+++ PROVIDED RECORDS +++
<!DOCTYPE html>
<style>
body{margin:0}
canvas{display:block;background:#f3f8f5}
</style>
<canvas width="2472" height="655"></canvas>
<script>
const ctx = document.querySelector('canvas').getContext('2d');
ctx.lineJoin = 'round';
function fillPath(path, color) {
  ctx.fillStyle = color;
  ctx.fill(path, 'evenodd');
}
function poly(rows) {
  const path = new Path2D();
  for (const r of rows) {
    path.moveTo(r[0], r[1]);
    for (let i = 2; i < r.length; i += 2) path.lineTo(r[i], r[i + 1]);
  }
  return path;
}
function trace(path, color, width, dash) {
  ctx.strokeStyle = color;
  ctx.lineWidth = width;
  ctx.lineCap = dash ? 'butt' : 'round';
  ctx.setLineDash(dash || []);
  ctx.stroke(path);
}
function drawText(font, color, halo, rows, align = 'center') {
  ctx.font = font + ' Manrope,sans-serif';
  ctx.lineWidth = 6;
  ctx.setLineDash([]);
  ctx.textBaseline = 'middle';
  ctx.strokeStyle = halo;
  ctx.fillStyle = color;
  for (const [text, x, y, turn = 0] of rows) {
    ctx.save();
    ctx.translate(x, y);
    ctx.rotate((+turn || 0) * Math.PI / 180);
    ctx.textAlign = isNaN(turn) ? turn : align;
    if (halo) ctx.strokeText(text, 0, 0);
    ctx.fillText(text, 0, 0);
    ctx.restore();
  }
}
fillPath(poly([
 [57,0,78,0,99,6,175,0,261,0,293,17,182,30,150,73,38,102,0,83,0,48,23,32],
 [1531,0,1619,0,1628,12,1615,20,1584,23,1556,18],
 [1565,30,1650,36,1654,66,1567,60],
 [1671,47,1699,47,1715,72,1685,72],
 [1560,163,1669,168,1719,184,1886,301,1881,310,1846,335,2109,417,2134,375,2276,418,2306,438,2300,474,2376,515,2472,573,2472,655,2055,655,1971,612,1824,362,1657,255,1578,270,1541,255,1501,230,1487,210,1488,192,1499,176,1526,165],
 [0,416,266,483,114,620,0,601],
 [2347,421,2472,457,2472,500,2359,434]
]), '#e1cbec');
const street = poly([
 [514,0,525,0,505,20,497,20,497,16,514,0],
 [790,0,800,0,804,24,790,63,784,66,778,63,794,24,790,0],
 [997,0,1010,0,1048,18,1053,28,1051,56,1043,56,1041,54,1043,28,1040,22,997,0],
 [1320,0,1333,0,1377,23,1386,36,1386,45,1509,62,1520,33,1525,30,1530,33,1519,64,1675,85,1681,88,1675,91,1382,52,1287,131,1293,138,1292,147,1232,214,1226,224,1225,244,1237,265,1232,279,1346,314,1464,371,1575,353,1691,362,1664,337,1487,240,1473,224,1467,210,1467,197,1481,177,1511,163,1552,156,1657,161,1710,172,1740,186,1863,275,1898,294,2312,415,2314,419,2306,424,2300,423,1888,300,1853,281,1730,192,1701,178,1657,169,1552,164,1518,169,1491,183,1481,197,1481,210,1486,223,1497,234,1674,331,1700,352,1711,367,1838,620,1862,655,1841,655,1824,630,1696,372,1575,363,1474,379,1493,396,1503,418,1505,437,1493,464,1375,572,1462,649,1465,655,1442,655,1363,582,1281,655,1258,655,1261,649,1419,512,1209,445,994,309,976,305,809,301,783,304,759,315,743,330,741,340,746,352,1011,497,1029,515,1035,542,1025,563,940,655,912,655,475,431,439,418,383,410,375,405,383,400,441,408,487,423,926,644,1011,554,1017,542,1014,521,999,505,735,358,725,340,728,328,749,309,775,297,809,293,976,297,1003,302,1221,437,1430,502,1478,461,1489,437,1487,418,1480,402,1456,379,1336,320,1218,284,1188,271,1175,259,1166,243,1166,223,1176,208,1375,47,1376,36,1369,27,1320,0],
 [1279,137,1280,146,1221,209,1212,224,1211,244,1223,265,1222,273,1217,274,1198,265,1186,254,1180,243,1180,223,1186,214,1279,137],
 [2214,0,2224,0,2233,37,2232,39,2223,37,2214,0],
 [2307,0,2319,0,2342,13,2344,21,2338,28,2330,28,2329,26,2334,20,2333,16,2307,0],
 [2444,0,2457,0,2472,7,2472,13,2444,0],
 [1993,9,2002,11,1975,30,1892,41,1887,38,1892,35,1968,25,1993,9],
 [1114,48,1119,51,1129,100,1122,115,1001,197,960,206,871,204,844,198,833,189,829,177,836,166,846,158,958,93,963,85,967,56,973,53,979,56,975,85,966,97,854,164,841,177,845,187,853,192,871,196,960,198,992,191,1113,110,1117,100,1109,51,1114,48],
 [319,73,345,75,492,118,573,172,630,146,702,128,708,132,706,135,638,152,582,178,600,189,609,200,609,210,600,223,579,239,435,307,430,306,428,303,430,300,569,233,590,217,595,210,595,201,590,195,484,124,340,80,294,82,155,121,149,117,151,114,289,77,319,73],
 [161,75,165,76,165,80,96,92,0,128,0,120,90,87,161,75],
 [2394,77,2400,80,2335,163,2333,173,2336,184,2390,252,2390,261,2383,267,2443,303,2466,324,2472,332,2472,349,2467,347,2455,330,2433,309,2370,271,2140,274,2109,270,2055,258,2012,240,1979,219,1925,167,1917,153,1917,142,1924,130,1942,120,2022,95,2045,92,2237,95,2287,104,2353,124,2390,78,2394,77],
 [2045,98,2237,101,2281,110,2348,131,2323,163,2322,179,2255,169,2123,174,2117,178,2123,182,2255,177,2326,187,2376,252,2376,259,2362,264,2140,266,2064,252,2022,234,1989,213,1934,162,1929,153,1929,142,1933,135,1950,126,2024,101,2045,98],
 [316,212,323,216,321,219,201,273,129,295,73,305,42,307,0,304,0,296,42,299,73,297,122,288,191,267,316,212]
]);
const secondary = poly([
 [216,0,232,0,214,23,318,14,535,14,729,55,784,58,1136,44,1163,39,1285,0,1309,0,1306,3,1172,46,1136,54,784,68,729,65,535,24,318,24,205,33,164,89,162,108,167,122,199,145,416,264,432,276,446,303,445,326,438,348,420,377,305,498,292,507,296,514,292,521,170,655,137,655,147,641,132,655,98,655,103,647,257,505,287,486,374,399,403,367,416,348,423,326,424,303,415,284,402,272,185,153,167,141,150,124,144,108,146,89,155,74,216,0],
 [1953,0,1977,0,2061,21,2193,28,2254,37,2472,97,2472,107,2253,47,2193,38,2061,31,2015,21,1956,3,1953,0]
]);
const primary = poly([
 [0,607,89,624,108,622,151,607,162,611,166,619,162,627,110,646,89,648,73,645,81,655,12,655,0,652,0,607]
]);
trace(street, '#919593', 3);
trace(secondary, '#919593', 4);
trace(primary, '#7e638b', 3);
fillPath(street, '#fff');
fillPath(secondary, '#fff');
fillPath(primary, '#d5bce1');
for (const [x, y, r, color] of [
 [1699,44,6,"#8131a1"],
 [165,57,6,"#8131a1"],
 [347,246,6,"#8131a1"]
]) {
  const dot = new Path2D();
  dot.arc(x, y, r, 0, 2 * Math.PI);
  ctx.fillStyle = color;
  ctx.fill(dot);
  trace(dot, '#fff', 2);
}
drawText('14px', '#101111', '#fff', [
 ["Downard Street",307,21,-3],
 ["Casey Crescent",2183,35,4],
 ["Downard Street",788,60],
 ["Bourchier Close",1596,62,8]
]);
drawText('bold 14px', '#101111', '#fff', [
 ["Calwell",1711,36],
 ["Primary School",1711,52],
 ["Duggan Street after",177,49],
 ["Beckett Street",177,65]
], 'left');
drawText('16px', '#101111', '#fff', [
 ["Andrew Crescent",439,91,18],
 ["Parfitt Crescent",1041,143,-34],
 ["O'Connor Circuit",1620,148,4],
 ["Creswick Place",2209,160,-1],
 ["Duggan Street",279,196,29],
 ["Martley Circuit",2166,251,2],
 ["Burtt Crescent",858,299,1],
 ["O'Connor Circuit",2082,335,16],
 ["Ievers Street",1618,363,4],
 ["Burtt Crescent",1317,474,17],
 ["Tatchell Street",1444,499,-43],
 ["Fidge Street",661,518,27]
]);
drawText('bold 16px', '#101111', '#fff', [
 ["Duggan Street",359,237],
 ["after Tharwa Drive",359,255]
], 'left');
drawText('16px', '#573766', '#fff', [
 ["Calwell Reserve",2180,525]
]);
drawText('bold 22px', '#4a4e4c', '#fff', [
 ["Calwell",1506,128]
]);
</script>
+++
== YOUR OBJECTIVE ==
Extract every line containing the string "Downard" from the material.

== EXERCISE OUTPUT ==
 ["Downard Street",307,21,-3],
 ["Downard Street",788,60],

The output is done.